Problem details → Copy each line in the data that includes the word "BrownPeel".

[Data items]
Start of Block
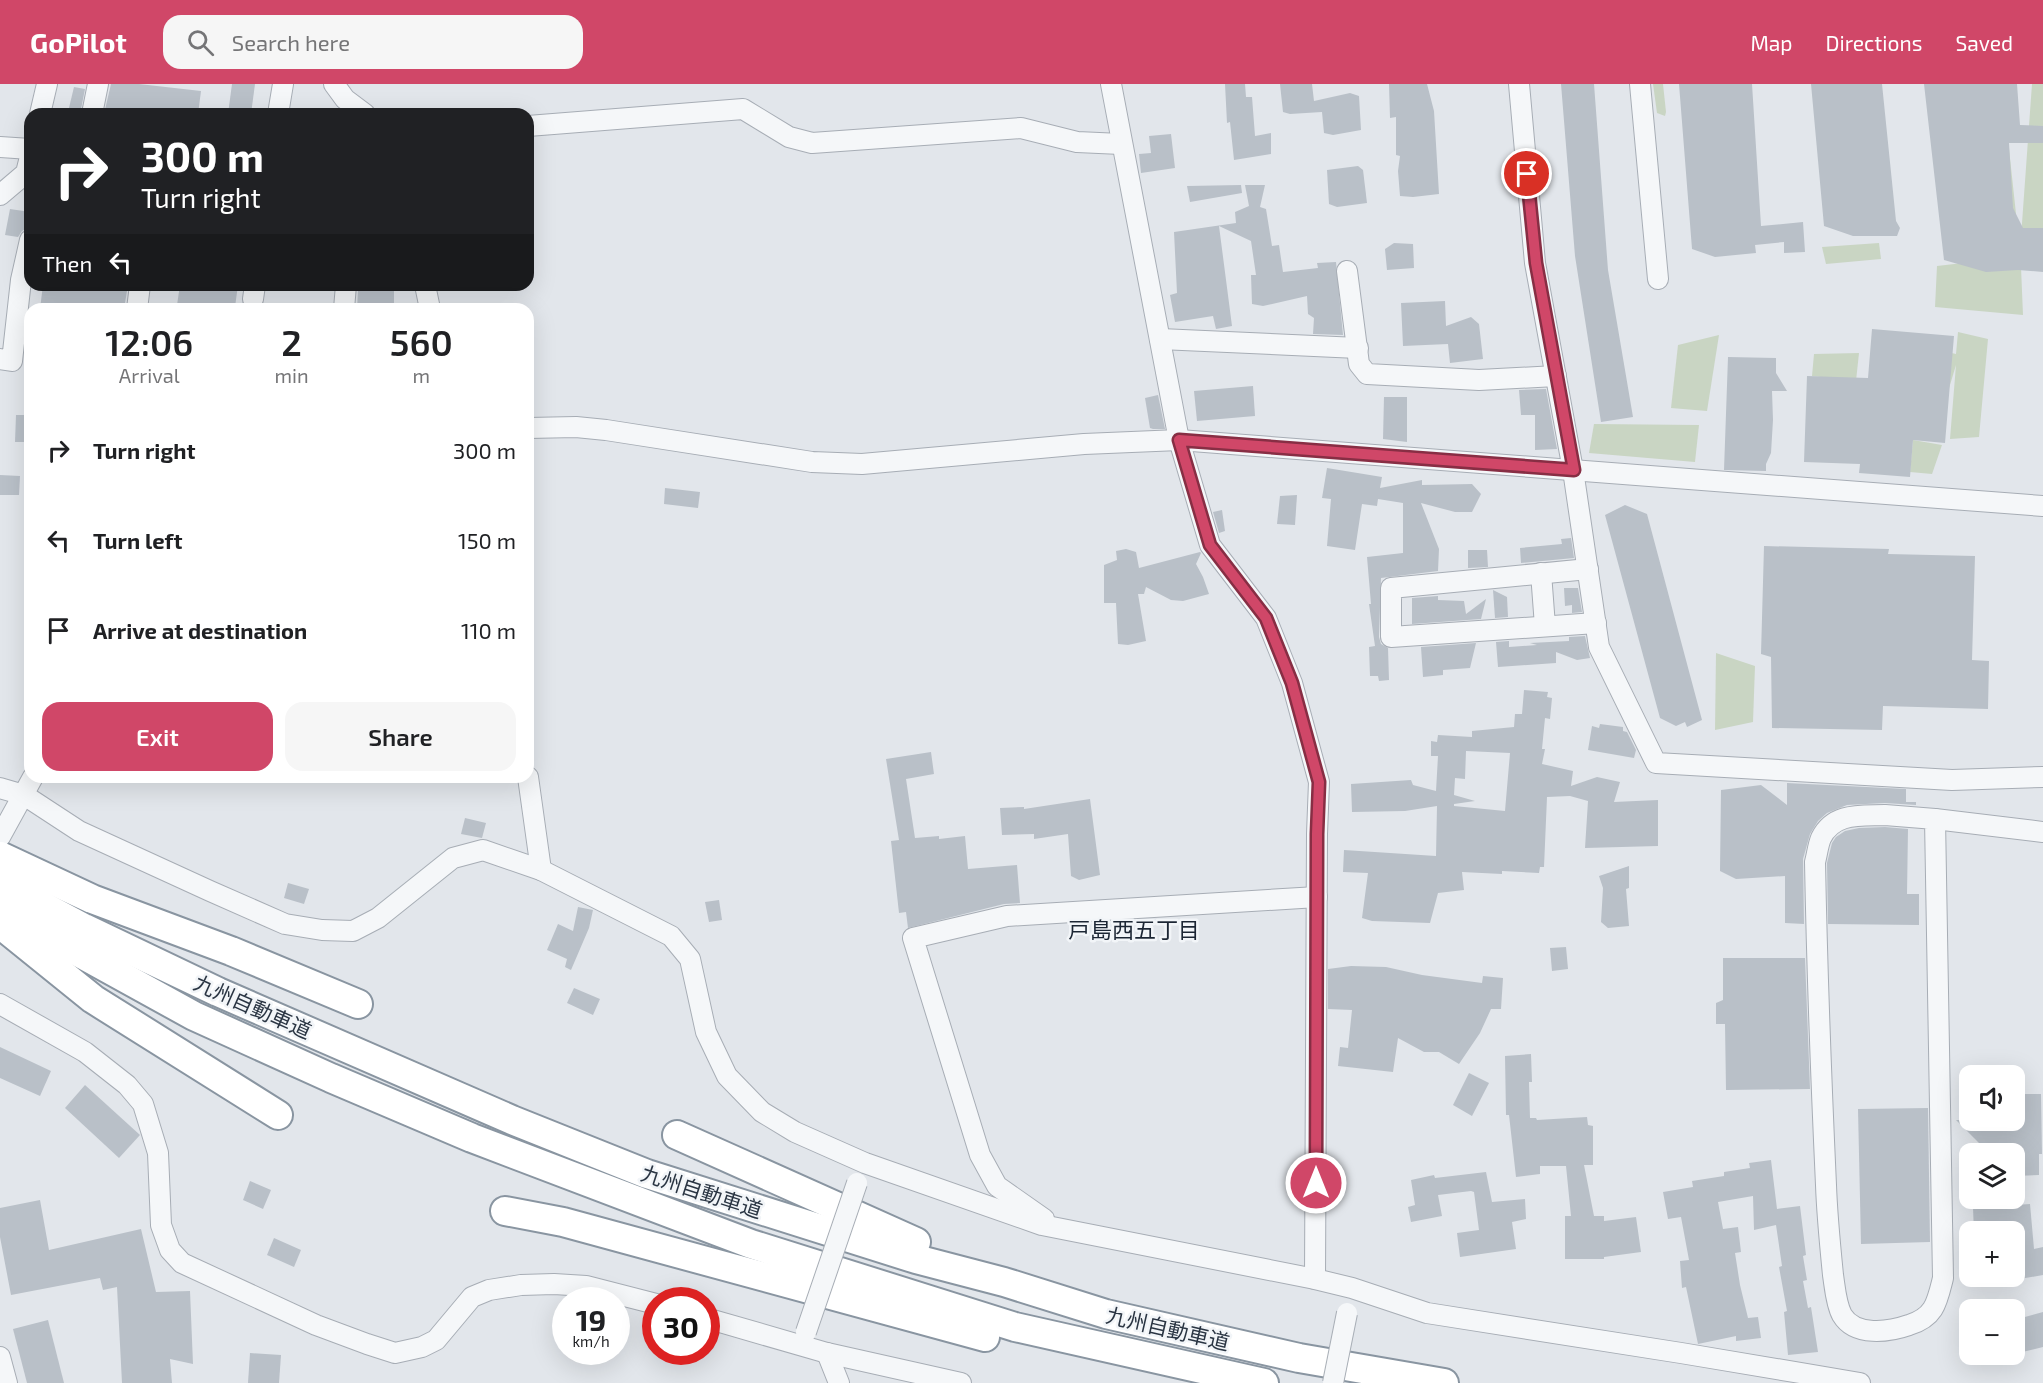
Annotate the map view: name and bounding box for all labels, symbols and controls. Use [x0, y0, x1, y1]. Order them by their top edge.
search box [163, 15, 583, 69]
text: GoPilot [30, 25, 127, 59]
icon: search [184, 26, 217, 59]
text: Search here [232, 29, 350, 55]
text: Map [1750, 30, 1793, 55]
text: Directions [1826, 30, 1922, 55]
text: Saved [1955, 30, 2013, 55]
text: 300 m [141, 130, 264, 180]
icon: right [42, 132, 120, 210]
pin [1501, 148, 1552, 199]
icon: arrive [1510, 157, 1543, 190]
text: Turn right [141, 181, 261, 213]
icon: left [104, 246, 137, 279]
text: Then [42, 250, 92, 276]
text: 12:06 [105, 320, 193, 363]
text: 2 [281, 320, 302, 363]
text: 560 [390, 320, 453, 363]
text: Arrival [119, 363, 180, 387]
text: min [274, 363, 309, 387]
text: m [413, 363, 430, 387]
icon: right [42, 434, 75, 467]
text: Turn right [93, 437, 195, 463]
text: 300 m [453, 437, 516, 463]
icon: left [42, 524, 75, 557]
text: Turn left [93, 527, 182, 553]
text: 150 m [458, 527, 516, 553]
icon: arrive [42, 614, 75, 647]
text: Arrive at destination [93, 617, 307, 643]
text: 110 m [461, 617, 516, 643]
button: Exit [42, 702, 273, 771]
button: Share [285, 702, 516, 771]
district label: 戸島西五丁目 [1068, 916, 1200, 942]
street label: 九州自動車道 [190, 969, 316, 1043]
map controls [1959, 1065, 2025, 1365]
button: sound [1959, 1065, 2025, 1131]
button: layers [1959, 1143, 2025, 1209]
position arrow [1284, 1151, 1348, 1215]
street label: 九州自動車道 [638, 1160, 766, 1222]
button: + [1959, 1221, 2025, 1287]
speed limit sign: 30 [642, 1287, 720, 1365]
button: − [1959, 1299, 2025, 1365]
text: 19 [576, 1301, 606, 1337]
street label: 九州自動車道 [1104, 1302, 1232, 1354]
text: km/h [572, 1332, 610, 1350]

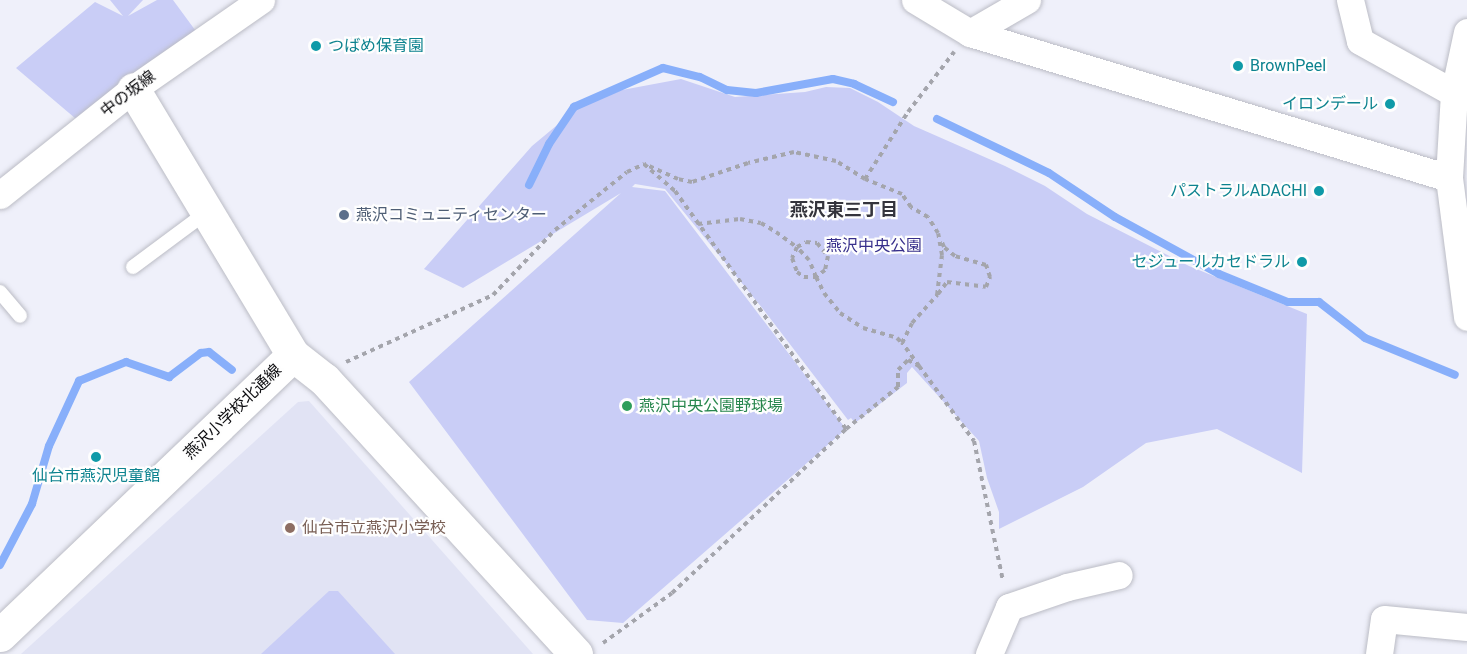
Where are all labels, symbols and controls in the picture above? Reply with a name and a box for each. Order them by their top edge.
place label: つばめ保育園 [328,36,424,56]
marker: つばめ保育園 [309,39,323,53]
place label: BrownPeel [1250,56,1326,76]
marker: BrownPeel [1231,59,1245,73]
street label: 中の坂線 [97,67,159,121]
place label: イロンデール [1282,94,1378,114]
marker: イロンデール [1383,97,1397,111]
place label: パストラルADACHI [1170,181,1307,201]
marker: パストラルADACHI [1312,184,1326,198]
district label: 燕沢東三丁目 [790,199,898,221]
place label: 燕沢コミュニティセンター [356,205,548,225]
marker: 燕沢コミュニティセンター [337,208,351,222]
park label: 燕沢中央公園 [826,236,922,256]
place label: セジュールカセドラル [1130,252,1290,272]
marker: セジュールカセドラル [1295,255,1309,269]
street label: 燕沢小学校北通線 [180,361,286,463]
place label: 燕沢中央公園野球場 [639,396,783,416]
marker: 燕沢中央公園野球場 [620,399,634,413]
marker: 仙台市燕沢児童館 [89,450,103,464]
place label: 仙台市燕沢児童館 [32,466,160,486]
place label: 仙台市立燕沢小学校 [302,518,446,538]
marker: 仙台市立燕沢小学校 [283,521,297,535]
End of Block
Task response →
place label: BrownPeel [1250,56,1326,76]
marker: BrownPeel [1231,59,1245,73]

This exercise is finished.